Here's an intriguing little polka variation from late nineteenth century America: the cross step polka, which is found in both M. B. Gilbert's Round Dancing (Portland, Maine, 1890) and William B. DeGarmo's The Dance of Society, Fifth Edition, Revised and Enlarged (New York, 1892). It's quite easy to do and is particularly interesting because the partners dance different steps at the same time while in a close ballroom hold, which is quite unusual in late-nineteenth century couple dancing.
Some earlier examples of this kind of mismatched footwork include the slow French waltz and sauteuse described by Thomas Wilson in 1816, the old valse à trois temps, and Cellarius' valse à cinq temps of the 1840s. But in all of those cases, the mismatched steps are the basic steps of the dance rather than a variation. That suggests an unusual problem: how does one lead one's partner into different footwork for a variation when one is not doing the same footwork oneself?
Pretty easily, it turns out!
But first let's talk about the steps of the Cross Step Polka itself. The reconstruction is fairly straightforward:
Part One (two measures)
1&2& Slide left, hop on left, step on right crossed in front of left, hop on right
1&2 Slide left, close (or cut) right to left, leap gently onto left, making a half-turn
Part Two (two measures)
1&2& Slide right, close left to right, slide right, close left to right
1&2 Slide right, close (or cut) left to right, leap gently onto right, making a half-turn
The steps given are for both dancers; the lady does not dance opposite. Instead, the gentleman starts with Part One and the lady with Part Two. On the third and fourth measures (lady dancing Part One, gentleman Part Two), they will be dancing "over elbows", but the feet are still as above.
Notice that the second measure of both parts is a polka half-turn, so the mismatch is only in the first and third measures. The gentleman's steps can be thought of as "step-hop-step-hop, pol-ka-turn, slide-close-slide-close, pol-ka-turn." The lady's are "slide-close-slide-close, pol-ka-turn, step-hop-step-hop, pol-ka-turn." Gilbert describes Part Two as the Glide Polka, which I discussed briefly here.
When I first looked at the Cross Step Polka in Gilbert, I was so startled by the mismatched footwork that I wondered if I were reading his instructions correctly. Rather than the standard catchphrases like "Counterpart for the lady" or "Lady starts on opposite foot" or "Lady dances opposite", Gilbert wrote:
The lady commences at second part; doing second part while the gentleman does first part, and vice-versa.

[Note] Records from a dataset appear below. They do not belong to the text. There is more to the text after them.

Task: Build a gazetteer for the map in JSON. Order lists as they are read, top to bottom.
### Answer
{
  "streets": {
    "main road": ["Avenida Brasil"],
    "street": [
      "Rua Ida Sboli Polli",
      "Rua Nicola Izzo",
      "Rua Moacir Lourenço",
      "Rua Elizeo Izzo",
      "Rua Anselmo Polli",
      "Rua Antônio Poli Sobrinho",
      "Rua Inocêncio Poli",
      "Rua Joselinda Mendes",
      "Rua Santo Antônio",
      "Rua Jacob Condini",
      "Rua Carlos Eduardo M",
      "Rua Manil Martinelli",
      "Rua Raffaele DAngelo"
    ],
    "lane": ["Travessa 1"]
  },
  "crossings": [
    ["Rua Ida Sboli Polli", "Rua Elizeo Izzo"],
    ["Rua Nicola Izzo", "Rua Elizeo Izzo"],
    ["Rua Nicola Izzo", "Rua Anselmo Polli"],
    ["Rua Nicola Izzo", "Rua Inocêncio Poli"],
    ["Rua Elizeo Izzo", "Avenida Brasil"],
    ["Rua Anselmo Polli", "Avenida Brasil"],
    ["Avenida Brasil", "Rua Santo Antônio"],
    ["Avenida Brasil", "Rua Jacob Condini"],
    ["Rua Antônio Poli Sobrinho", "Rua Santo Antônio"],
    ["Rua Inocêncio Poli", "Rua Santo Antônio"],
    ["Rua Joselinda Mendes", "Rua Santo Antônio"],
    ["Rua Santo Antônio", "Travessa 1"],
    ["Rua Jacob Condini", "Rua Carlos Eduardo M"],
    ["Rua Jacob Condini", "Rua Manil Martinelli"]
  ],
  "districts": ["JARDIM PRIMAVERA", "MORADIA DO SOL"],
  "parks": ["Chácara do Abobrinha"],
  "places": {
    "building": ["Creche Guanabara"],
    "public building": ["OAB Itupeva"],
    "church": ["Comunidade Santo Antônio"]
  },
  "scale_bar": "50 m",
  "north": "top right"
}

That's reasonably clear, but it still seemed so odd to me that it was not until I cross-checked DeGarmo that I was quite certain:
While the gentleman is doing the "cross step," the lady does the Esmeralda and vice-versa.
I'll get back to that disconcerting "Esmeralda" in a bit; first let me talk about some practical issues in dancing the Cross Step Polka.
1. The dancer's body naturally turns slightly to face the line of dance during the first measure of Part One, making the slide-hop-cross-hop sequence feel rather like skipping: step-hop, step-hop. It's fun!
2. Performance of the polka step: Gilbert was somewhat ambiguous about the degree to which the second movement of the polka is an actual cut (coupé) vs. just a close of the feet. He described it in the Cross Step Polka as "draw right to left (1st), transferring weight of body to right". He used the same description in the polka itself, but also called it a coupé. It is significantly easier to make the following leap if it is done as a coupé, raising the displaced foot rather than just closing to first, so I would recommend doing it that way, but keeping it a very small and controlled coupé, just raising the foot slightly (still in first) rather than extending it to second or any other dramatic motion.
DeGarmo had given up on any sort of bounciness in the polka as early as the first edition of The Dance of Society (1875). He described the polka simply as a gliding chassé step: (hop) slide-close-slide, with the even the initial hop being phased out. I therefore think it would also be reasonable to do the polka turns in the Cross Step Polka completely smoothly; slide-close-slide rather than slide-cut-leap. That turns Part Two into a simple four-slide galop.
3. Leading the Cross Step Polka. This turned out to be surprisingly simple if done from a Glide Polka (or four-slide galop, if one is doing the gentler DeGarmo footwork), since the alternating footwork means that there is no problem if the lady does not pick it up immediately; she doesn't have to! She just keeps doing the Glide Polka, feels the gentleman do his little skipping sequence, and then echoes it herself. Or, if by chance she doesn't, that's not a problem for the couple; they both just do the Glide Polka on the third and fourth measure.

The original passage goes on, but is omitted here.